Our conclusion: Innovations must be holistic
Our summary of the ARTE reportage by Jean-Louis Perez and Guillaume Pitron is further confirmation that innovative environmental protection must be viewed holistically in order not to fall into disrepute as a political deception. The experts of the German engineering association VDI recently came to the same conclusion in their study "Ökobilanz von Pkws mit verschiedenen Antriebssystemen". Anyone who wants to protect the environment must also consider where the energy and raw materials come from, how they are mined, processed and transported.
Companies dealing with alternatives to electric cars, with batteries as energy storage, are dynaCERT and NEL. dynaCERT from Canada, a CleanTech Company, has developed a technology for retrofitting existing diesel engines. The patented devices bear the name HydraGEN (TM) and produce hydrogen on board as needed on demand and not stored under pressure. The hydrogen is added to the combustion in the engine via the air supply, as a catalyst, which in turn increases the efficiency of the engine. Fuel consumption and emissions of pollutants are significantly reduced, according to measurements. Another significant advantage is that no vehicle replacement is necessary.
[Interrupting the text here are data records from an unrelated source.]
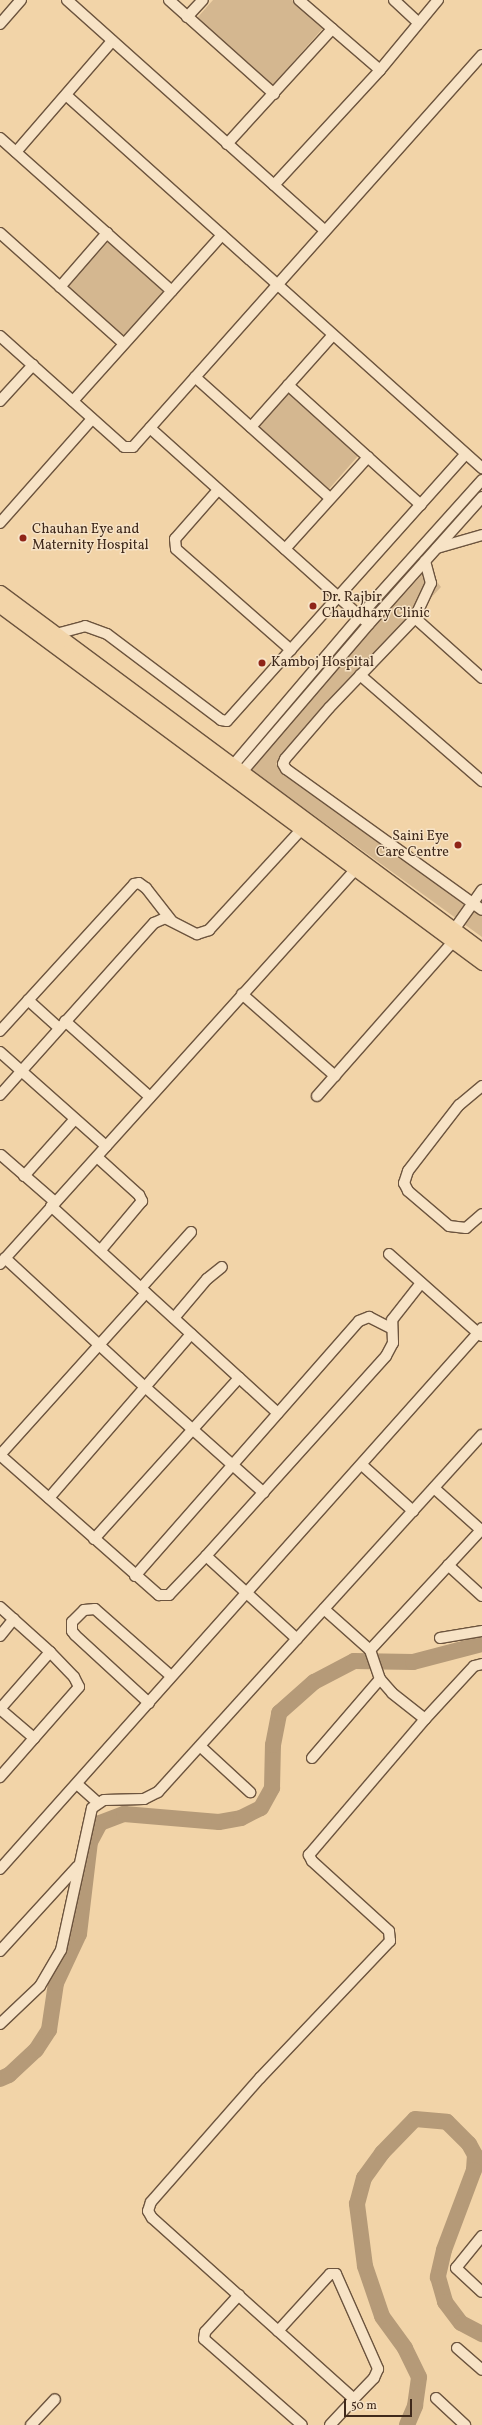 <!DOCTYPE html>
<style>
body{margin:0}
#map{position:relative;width:482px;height:2425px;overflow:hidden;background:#f2d4a8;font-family:Vollkorn,serif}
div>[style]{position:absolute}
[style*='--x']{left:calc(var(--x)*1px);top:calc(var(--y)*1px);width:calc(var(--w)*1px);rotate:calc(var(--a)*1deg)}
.green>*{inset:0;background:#d4b790}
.river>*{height:16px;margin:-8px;padding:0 8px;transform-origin:8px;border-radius:8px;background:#b59a78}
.roads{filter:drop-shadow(1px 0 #6c543e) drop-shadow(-1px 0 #6c543e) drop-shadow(0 1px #6c543e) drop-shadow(0 -1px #6c543e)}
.minor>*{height:10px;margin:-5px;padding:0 5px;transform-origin:5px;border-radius:5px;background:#f7e3c6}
.major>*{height:13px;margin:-6.5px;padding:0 6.5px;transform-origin:6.5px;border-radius:6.5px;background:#f2d4a8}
.dots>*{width:11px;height:11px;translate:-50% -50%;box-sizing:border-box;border:2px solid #f7e3c6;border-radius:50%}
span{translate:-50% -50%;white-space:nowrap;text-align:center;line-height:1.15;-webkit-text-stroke:3px #f7e3c6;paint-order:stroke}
.poi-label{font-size:14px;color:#3f291b}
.left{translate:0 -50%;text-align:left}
.right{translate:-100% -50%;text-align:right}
.scale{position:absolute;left:344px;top:2399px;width:68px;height:18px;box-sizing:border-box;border:2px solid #3f291b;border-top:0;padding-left:5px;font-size:12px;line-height:14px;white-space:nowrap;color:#3f291b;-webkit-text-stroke:3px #f7e3c6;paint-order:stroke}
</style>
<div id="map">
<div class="green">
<div style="clip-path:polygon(213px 0,292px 0,323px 28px,273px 85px,197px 18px)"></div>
<div style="clip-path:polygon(108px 242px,164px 291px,124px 336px,68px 286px)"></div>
<div style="clip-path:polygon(288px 393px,358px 456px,329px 489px,258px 426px)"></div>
<div style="clip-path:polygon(427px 569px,441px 587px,276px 764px,482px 916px,482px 937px,247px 767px)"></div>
</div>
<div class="river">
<div style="--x:0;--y:2079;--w:10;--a:-24"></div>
<div style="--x:9;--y:2075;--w:37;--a:-43"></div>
<div style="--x:36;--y:2050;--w:24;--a:-57"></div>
<div style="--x:49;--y:2030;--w:48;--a:-81.5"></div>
<div style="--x:56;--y:1983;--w:54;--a:-64.9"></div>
<div style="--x:79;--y:1934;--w:93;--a:-83.2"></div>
<div style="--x:90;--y:1842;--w:21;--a:-62"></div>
<div style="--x:100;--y:1823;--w:26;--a:-21"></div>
<div style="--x:124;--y:1814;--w:95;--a:4.8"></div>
<div style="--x:219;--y:1822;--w:22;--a:-10"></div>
<div style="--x:241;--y:1818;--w:22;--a:-27"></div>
<div style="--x:261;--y:1808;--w:23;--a:-61"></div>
<div style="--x:272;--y:1788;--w:43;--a:-88.7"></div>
<div style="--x:273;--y:1745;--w:33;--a:-79"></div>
<div style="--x:279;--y:1713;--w:47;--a:-41.5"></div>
<div style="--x:314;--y:1682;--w:45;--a:-27.7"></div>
<div style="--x:354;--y:1661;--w:59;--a:1"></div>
<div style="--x:413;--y:1662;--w:71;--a:-14.6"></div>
<div style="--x:407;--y:2425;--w:21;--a:-67"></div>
<div style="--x:415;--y:2406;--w:29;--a:-82"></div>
<div style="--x:419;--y:2377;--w:32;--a:-116"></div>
<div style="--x:405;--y:2348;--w:39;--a:-126"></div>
<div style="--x:382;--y:2316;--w:53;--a:-108.8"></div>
<div style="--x:365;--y:2266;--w:63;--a:-97.4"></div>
<div style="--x:357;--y:2204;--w:27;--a:-75"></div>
<div style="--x:364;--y:2178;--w:31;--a:-54"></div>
<div style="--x:382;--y:2153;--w:47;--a:-45.9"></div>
<div style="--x:415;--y:2119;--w:32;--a:5"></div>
<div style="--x:447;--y:2122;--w:31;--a:45"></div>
<div style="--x:469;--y:2144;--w:13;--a:61"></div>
<div style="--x:475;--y:2155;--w:15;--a:94"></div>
<div style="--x:474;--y:2170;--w:85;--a:110.6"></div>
<div style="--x:444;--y:2250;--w:28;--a:103"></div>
<div style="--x:438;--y:2277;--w:26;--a:74"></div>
<div style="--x:445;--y:2302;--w:26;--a:53"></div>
<div style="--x:461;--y:2323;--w:24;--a:28"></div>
</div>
<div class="roads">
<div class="minor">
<div style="--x:67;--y:0;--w:346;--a:41.8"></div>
<div style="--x:169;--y:0;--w:141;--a:41.8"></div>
<div style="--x:299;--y:0;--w:107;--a:40.8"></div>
<div style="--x:394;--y:0;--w:33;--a:43"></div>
<div style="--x:187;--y:17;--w:23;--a:-47"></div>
<div style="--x:0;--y:24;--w:32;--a:-49"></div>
<div style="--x:66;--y:95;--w:559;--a:41.88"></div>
<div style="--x:0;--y:138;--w:230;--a:41.7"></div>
<div style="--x:227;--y:144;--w:156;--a:-47.6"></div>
<div style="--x:16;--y:152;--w:147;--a:-49.1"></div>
<div style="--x:274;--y:185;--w:156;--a:-47.3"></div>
<div style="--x:380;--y:70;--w:91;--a:-50.4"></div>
<div style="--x:0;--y:233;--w:166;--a:41.8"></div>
<div style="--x:60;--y:287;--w:72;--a:-49"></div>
<div style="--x:0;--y:336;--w:166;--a:41.8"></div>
<div style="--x:124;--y:447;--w:9;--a:0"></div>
<div style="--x:133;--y:447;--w:525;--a:-48.32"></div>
<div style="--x:195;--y:377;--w:181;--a:41.9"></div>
<div style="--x:288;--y:385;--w:179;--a:42.1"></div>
<div style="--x:0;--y:401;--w:49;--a:-47.5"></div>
<div style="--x:73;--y:401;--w:223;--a:-48.1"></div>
<div style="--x:251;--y:427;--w:123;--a:-48.3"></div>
<div style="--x:150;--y:428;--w:288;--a:41.9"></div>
<div style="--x:482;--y:480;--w:183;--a:131.9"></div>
<div style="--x:360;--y:616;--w:196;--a:130.4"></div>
<div style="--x:233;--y:765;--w:11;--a:95"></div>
<div style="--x:232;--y:776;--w:11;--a:-22"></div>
<div style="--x:242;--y:772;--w:195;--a:-49.4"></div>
<div style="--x:369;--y:624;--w:170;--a:-48.3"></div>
<div style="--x:218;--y:490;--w:65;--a:131.3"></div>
<div style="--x:175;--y:539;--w:10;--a:84"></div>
<div style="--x:176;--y:549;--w:153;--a:41.3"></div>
<div style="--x:0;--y:523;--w:139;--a:-48.5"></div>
<div style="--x:437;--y:548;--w:47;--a:-16.1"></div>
<div style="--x:285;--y:549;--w:124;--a:-47.9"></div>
<div style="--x:425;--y:561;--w:23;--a:75"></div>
<div style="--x:431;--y:583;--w:38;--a:115"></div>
<div style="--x:415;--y:618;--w:124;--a:133.7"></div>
<div style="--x:329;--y:708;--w:67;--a:130.8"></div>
<div style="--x:285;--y:759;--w:5;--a:112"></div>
<div style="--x:283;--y:764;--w:6;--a:59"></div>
<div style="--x:286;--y:769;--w:241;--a:35.7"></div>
<div style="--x:415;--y:618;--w:90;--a:41.8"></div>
<div style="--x:56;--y:634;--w:30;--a:-15"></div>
<div style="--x:85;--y:626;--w:23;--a:20"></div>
<div style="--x:107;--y:634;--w:143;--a:37"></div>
<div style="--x:221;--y:720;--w:6;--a:9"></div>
<div style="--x:227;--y:721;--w:358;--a:-48.2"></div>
<div style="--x:360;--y:675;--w:162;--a:41"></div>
<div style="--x:451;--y:934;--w:54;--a:-54.8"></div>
<div style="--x:242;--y:994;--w:124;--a:41.4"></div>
<div style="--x:28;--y:1000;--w:42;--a:42.1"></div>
<div style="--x:65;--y:1021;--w:114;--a:41.8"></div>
<div style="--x:0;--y:1031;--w:199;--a:-47.6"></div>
<div style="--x:134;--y:884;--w:5;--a:-11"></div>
<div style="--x:139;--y:883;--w:9;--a:36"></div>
<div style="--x:146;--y:888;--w:41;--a:52"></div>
<div style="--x:0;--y:1052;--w:142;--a:41.6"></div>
<div style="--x:482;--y:1086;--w:30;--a:140"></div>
<div style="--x:459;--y:1105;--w:83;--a:127.7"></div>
<div style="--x:408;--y:1171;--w:13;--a:108"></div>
<div style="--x:404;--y:1183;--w:9;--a:63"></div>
<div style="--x:408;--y:1191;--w:54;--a:40.5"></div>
<div style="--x:449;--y:1226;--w:17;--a:7"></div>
<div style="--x:466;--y:1228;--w:21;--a:-41"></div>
<div style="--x:0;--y:1095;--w:231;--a:-48.2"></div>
<div style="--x:154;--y:923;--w:12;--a:-24"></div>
<div style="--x:165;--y:918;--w:36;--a:27"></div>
<div style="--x:197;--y:934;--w:13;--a:-18"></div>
<div style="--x:209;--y:930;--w:137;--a:-47.4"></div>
<div style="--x:317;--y:1096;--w:205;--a:-48.6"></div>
<div style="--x:1;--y:1155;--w:72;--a:41"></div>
<div style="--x:97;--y:1157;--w:57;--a:42.1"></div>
<div style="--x:139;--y:1195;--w:7;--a:63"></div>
<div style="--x:142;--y:1201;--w:65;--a:130"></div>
<div style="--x:24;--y:1176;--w:76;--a:-48.2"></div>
<div style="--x:51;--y:1206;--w:307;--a:42.4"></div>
<div style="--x:389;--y:1254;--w:119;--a:41.6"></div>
<div style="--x:478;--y:1333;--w:6;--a:-51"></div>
<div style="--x:5;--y:1258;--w:190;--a:42.7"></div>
<div style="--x:145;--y:1387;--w:159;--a:41.7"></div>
<div style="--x:0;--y:1264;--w:530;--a:-47.98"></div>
<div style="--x:141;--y:1288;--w:75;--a:-48.2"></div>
<div style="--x:174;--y:1318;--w:51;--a:-49.8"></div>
<div style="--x:207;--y:1279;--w:19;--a:-39"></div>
<div style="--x:0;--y:1455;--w:212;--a:41.4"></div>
<div style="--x:159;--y:1595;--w:10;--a:0"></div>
<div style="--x:169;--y:1595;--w:54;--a:-46.5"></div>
<div style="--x:0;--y:1455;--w:218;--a:-48"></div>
<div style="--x:362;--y:1465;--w:69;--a:42"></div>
<div style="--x:434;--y:1488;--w:63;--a:41.8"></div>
<div style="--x:49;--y:1498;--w:217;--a:-49.1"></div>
<div style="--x:94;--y:1539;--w:217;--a:-48"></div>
<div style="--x:448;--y:1565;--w:46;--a:42.4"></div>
<div style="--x:135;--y:1576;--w:339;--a:-48.7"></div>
<div style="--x:359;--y:1321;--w:11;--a:-22"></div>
<div style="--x:369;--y:1317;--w:25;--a:27"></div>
<div style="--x:0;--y:1607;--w:67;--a:42"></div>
<div style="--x:50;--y:1652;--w:35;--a:46"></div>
<div style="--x:74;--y:1677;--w:11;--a:63"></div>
<div style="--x:79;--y:1687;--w:120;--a:131.3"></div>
<div style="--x:324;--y:1609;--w:62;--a:41.7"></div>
<div style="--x:370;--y:1650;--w:31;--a:71"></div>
<div style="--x:380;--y:1679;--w:18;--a:49"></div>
<div style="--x:392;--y:1693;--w:42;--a:38.2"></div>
<div style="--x:425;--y:1719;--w:72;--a:-47.2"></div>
<div style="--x:474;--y:1666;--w:8;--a:-14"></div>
<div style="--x:0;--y:1636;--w:22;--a:-51"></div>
<div style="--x:440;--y:1638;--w:43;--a:-9.5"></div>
<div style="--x:297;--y:1639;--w:123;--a:-137.6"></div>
<div style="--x:206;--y:1556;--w:269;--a:-48"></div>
<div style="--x:386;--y:1356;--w:15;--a:-62"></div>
<div style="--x:393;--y:1343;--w:23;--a:-92"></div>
<div style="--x:392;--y:1320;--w:47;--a:-51.9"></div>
<div style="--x:370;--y:1650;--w:165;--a:-47.2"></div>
<div style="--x:149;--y:1703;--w:100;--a:-137.4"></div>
<div style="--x:75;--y:1635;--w:5;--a:-127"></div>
<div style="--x:72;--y:1631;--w:9;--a:-90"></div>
<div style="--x:72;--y:1622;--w:17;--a:-45"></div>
<div style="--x:84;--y:1610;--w:11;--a:-5"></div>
<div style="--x:95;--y:1609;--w:101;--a:41.4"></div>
<div style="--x:0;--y:1709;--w:76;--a:-48.7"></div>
<div style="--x:0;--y:1709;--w:45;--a:40.5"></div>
<div style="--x:201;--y:1747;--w:67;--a:42.6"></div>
<div style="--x:312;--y:1758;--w:104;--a:-49.3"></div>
<div style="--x:77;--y:1784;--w:27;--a:42"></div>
<div style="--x:0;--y:1869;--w:718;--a:-48.27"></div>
<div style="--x:478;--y:1333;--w:5;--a:37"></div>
<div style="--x:0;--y:1951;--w:115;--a:-47.5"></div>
<div style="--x:0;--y:2024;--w:55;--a:-43.5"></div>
<div style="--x:40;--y:1986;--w:42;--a:-59.7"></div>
<div style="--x:61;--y:1950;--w:145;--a:-77.7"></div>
<div style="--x:92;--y:1808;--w:14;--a:-34"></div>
<div style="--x:104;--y:1800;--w:40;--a:-1.4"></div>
<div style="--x:144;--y:1799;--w:16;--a:-27"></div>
<div style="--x:158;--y:1792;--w:482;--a:-47.8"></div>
<div style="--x:482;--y:2236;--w:41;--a:129.1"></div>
<div style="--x:456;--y:2268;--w:35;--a:43"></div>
<div style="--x:239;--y:2295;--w:50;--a:132.6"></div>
<div style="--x:205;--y:2332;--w:7;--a:98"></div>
<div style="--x:204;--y:2339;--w:130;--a:41.3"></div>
<div style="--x:278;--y:2331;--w:77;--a:-47.6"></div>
<div style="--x:330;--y:2274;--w:6;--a:0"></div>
<div style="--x:336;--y:2274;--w:104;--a:66.1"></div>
<div style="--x:378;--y:2369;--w:10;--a:114"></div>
<div style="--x:374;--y:2378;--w:29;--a:134"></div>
<div style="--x:457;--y:2348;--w:33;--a:41"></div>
<div style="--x:436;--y:2398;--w:40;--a:43"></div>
<div style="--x:31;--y:2425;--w:35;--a:-47"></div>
<div style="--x:330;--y:2425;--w:35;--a:-47"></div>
<div style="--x:354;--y:2399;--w:271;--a:-138.1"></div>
<div style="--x:152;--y:2218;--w:8;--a:-120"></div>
<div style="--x:148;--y:2211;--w:9;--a:-72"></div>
<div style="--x:151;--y:2202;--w:165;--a:-48.7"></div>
<div style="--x:260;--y:2078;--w:189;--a:-46.5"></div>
<div style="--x:390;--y:1941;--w:10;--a:-96"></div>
<div style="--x:389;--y:1931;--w:104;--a:-137.7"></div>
<div style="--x:312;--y:1861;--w:7;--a:-117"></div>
<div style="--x:309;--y:1855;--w:179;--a:-49.5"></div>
</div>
<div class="major">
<div style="--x:0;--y:592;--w:600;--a:36.6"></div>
<div style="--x:0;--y:606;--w:600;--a:36.53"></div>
</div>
</div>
<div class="dots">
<div style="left:23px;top:538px;background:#8f2418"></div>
<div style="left:313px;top:606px;background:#8f2418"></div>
<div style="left:262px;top:663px;background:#8f2418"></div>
<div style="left:458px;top:845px;background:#8f2418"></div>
</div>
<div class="poi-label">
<span class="left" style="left:32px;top:538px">Chauhan Eye and<br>Maternity Hospital</span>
<span class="left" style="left:322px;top:606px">Dr. Rajbir<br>Chaudhary Clinic</span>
<span class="left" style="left:271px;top:663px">Kamboj Hospital</span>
<span class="right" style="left:449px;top:845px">Saini Eye<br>Care Centre</span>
</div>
<div class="scale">50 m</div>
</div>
The technology has already convinced the United Nations and the Company has been included in the "United 4 Smart Sustainable Cities" program. Around 200 cities worldwide have already joined the program, including capitals in Europe, Asia, the Middle East, Africa and North and South America, to promote environmental protection.
The Norwegian Company NEL ASA focuses on the production and sale of hydrogen as an energy carrier in mobility. The advantage of this storage technology for vehicle propulsion with electric motors is that no large battery is needed. Also, the filling process takes as long as with gasoline or diesel. Another advantage is that a network of filling stations is sufficient, as is already the case with existing fuels. There are currently around 14,000 filling stations in Germany. Against this background, equipping private households with charging points to create the conditions for infrastructure for electric cars with battery storage is a dubious and costly path to take.